Kaygı(Anksiyete)nın Fiziksel Belirtileri
Anksiyetenin fiziksel belirtileri arasında baş dönmesi, titreme, terleme, nefes darlığı, göğüste baskı, kalp atışlarında artış, gerginlik hali gibi belirtiler bulunmaktadır. Korktuğumuz zaman vücudumuzda hissettiğimiz fiziksel belirtilere oldukça benzese de korku gibi şu anda olan bir tehlikeden söz edilemez.

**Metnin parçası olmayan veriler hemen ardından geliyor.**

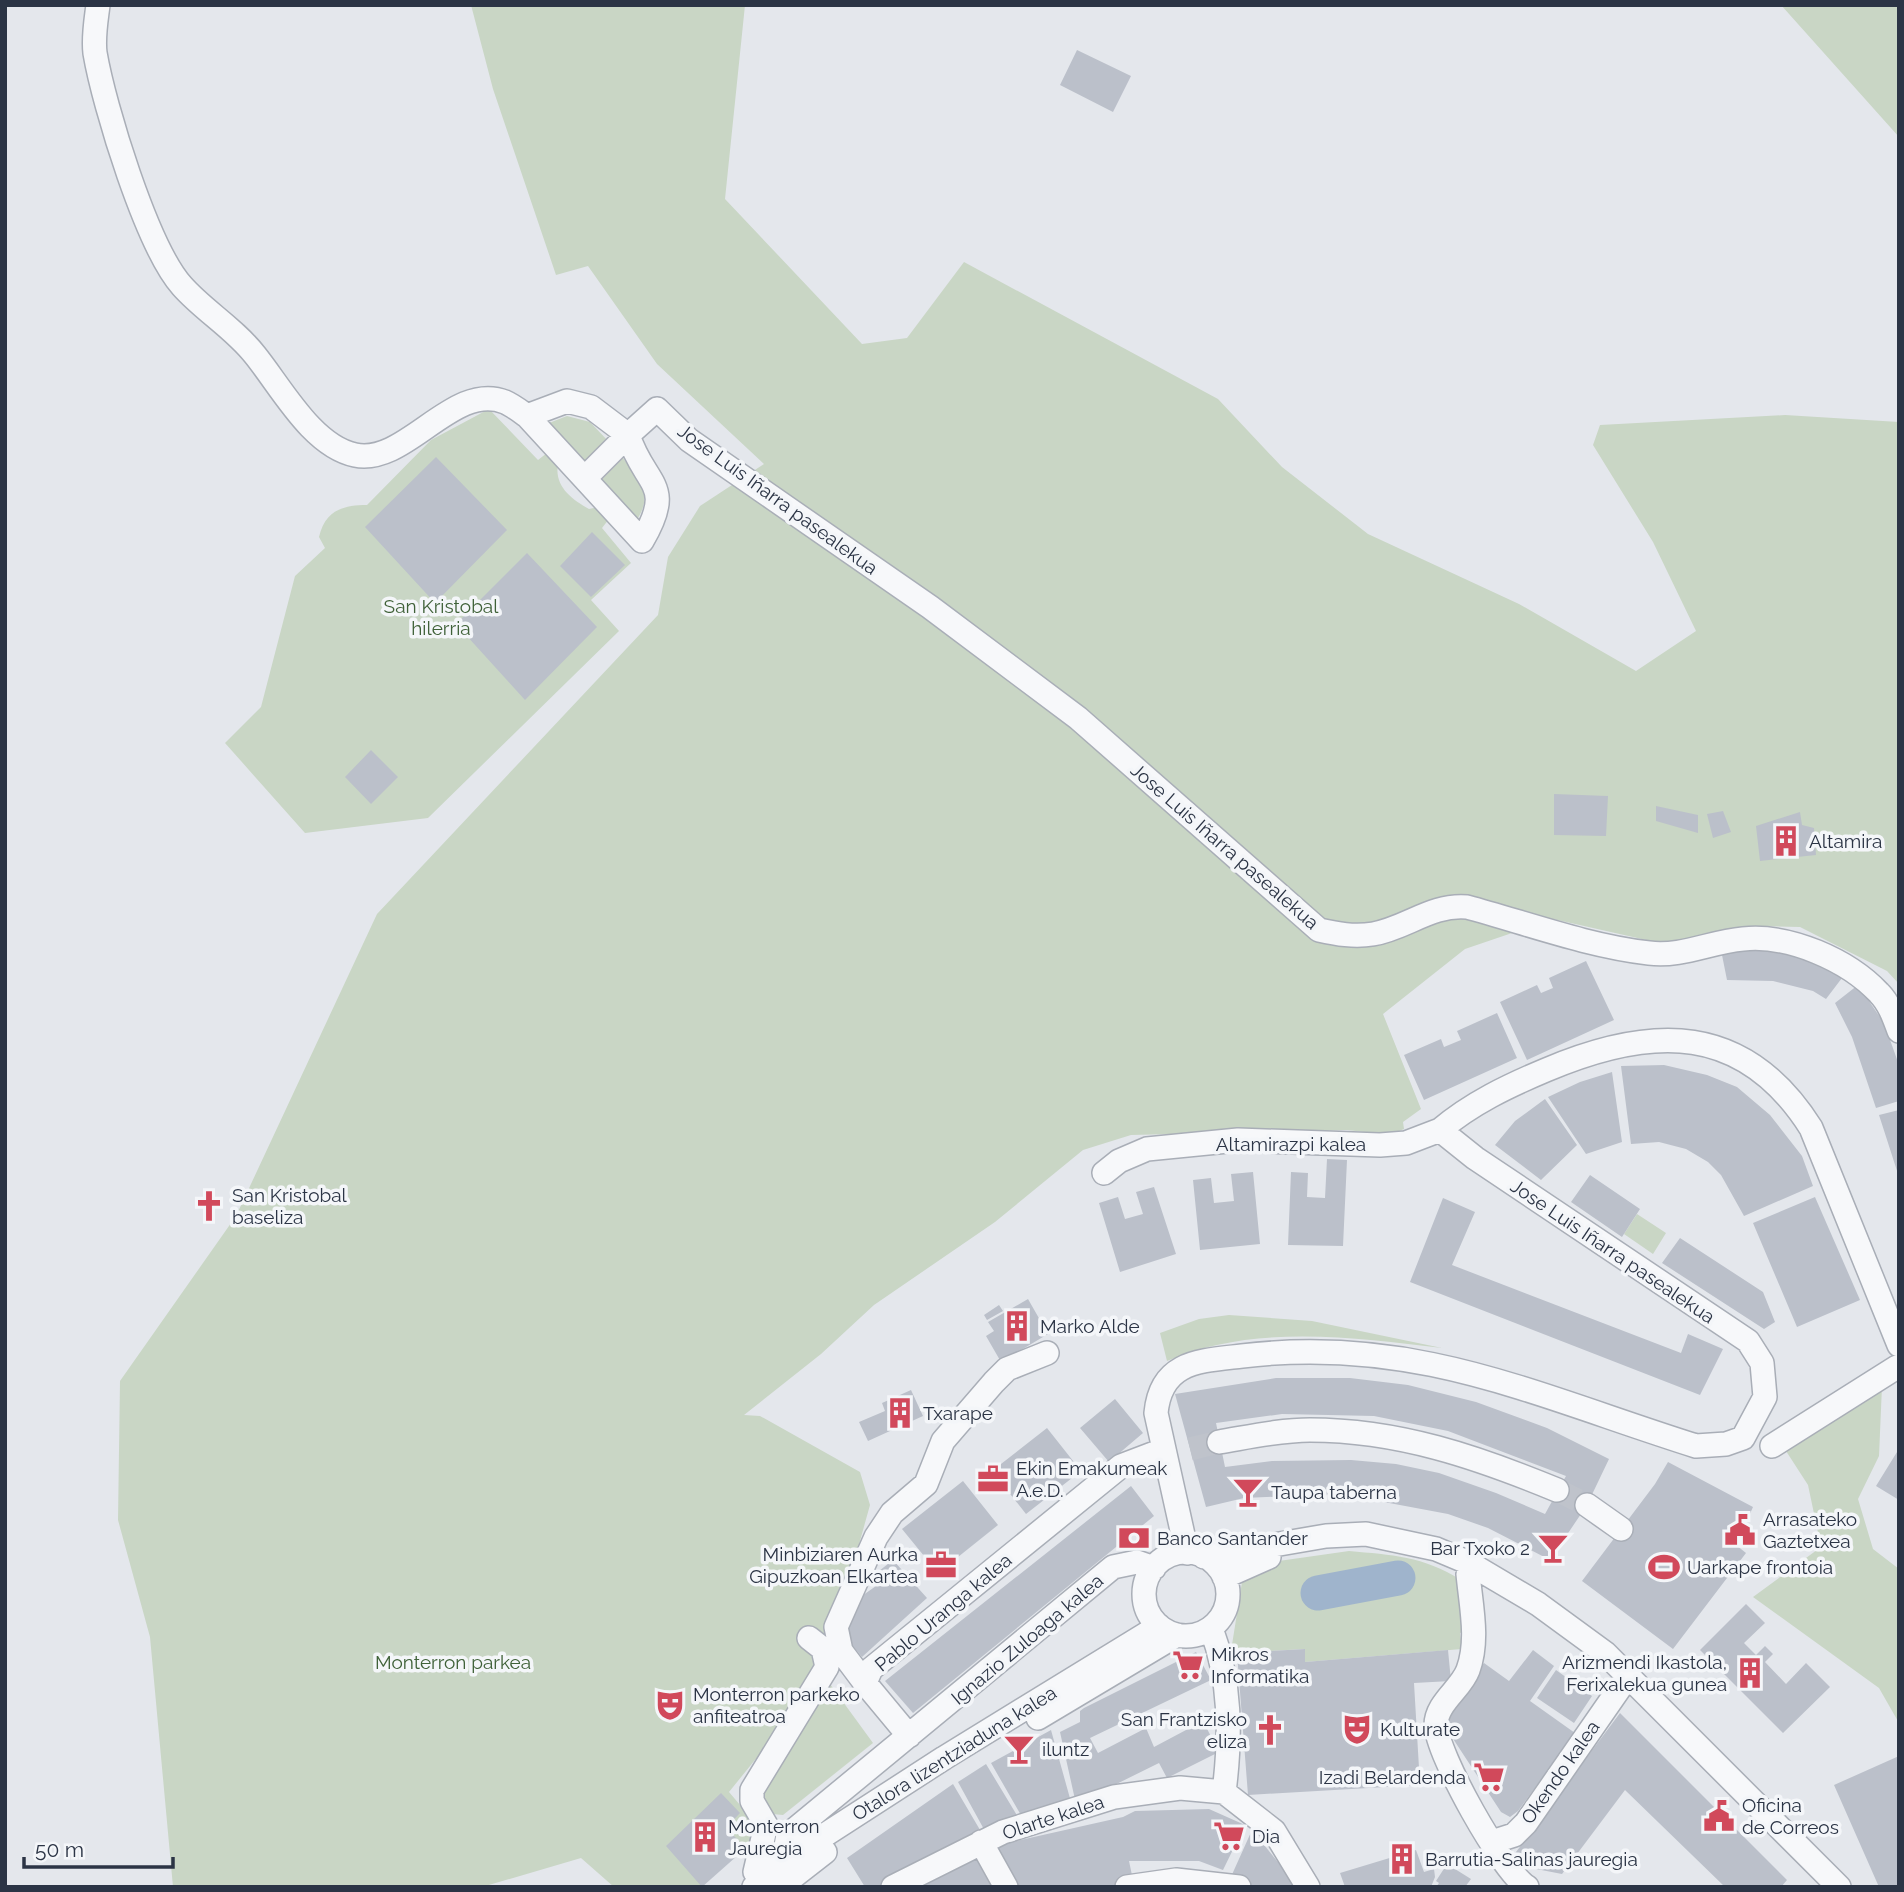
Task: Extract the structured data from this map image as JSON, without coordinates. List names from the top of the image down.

Kaygı(Anksiyete) Çeşitleri
Birçok kaygı çeşidi vardır. Akşamki aile buluşmasına dair duyulan kaygıdan ölüm ve varoluş kaygısına kadar sonsuz kaygı çeşidi vardır. Ayrılık anksiyetesi, evlilik anksiyetesi, performans anksiyetesi, hastalık anksiyetesi gibi alt kategorilerden de bahsedilebilir. Sosyal fobi, agorafobi (evden çıkma korkusu) gibi bazı fobiler de kaygının alt kategorileri arasında sayılabilir. Kaygı hissedilen durumun daha öncesinde deneyimlemiş olması gerekmemektedir. Örneğin bir kişi daha önceden depremi deneyimlemiş olmasa bile deprem anksiyetesine sahip olabilir.

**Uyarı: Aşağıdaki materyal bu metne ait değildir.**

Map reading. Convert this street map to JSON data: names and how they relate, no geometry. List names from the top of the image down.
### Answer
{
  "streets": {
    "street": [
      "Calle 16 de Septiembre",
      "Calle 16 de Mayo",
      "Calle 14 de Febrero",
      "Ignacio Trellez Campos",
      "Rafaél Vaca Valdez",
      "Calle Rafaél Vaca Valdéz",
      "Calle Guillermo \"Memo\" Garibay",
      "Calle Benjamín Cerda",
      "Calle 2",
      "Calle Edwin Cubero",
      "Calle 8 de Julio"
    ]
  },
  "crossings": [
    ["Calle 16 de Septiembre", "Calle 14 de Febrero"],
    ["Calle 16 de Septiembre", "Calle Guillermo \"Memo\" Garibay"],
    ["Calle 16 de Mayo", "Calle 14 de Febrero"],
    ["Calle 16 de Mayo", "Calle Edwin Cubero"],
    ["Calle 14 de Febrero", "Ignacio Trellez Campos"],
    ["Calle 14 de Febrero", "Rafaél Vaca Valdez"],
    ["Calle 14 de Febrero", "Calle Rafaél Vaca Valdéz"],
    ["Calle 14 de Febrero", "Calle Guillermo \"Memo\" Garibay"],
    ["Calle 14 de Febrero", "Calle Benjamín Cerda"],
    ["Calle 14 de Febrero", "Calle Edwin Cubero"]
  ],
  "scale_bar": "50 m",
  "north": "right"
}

Kaygı (Anksiyete) Kendiliğinden Geçer mi? Kaygı (Anksiyete) Tedavisi Nasıldır?
Kişinin kendi kaygısını azaltabiliyor olması ve gevşeyebilmesi kaygının oldukça azalmasını sağlayacaktır. Bu sebeple spor yapmak, bazı nefes egzersizlerini uygulamak, meditasyon yapmak, sosyal faaliyetlerde bulunmak, sıcak bir duş ile kasların gevşemesini sağlamak kaygının azalmasına yardımcı olabilir. Kaygı azaldıkça kişi, kaygı üzerindeki kontrolünü artırmak için gerekli gücü kendisinde bulacaktır.

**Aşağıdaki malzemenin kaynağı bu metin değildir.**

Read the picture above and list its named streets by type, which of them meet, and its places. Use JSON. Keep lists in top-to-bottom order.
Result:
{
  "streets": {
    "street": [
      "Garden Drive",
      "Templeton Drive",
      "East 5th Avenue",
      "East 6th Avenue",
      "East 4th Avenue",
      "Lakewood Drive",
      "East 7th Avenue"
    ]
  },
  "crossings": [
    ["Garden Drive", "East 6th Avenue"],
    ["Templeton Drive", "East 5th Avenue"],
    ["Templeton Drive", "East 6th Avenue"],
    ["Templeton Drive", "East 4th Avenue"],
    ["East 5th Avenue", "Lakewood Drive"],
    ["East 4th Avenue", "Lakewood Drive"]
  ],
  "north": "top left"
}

Bir diğer yöntem olan Bilişsel Davranışçı Terapi de kaygı bozukluklarında oldukça etkili ve faydalıdır. Terapi sürecinde kişinin ihtiyaçları ve düşüncelerine göre bazı olumsuz düşüncelerin alternatif düşüncelerle değiştirilmesi için alıştırmalar üzerine çalışılarak kişinin kendi kaygıya bağlı düşüncelerinin farkına varması sağlanır. Kişinin belirsizliğe ya da olumsuz ihtimallere karşı olan toleransının artırılması ve dolaylı olarak da yoğun kaygısının azaltılması amaçlanır.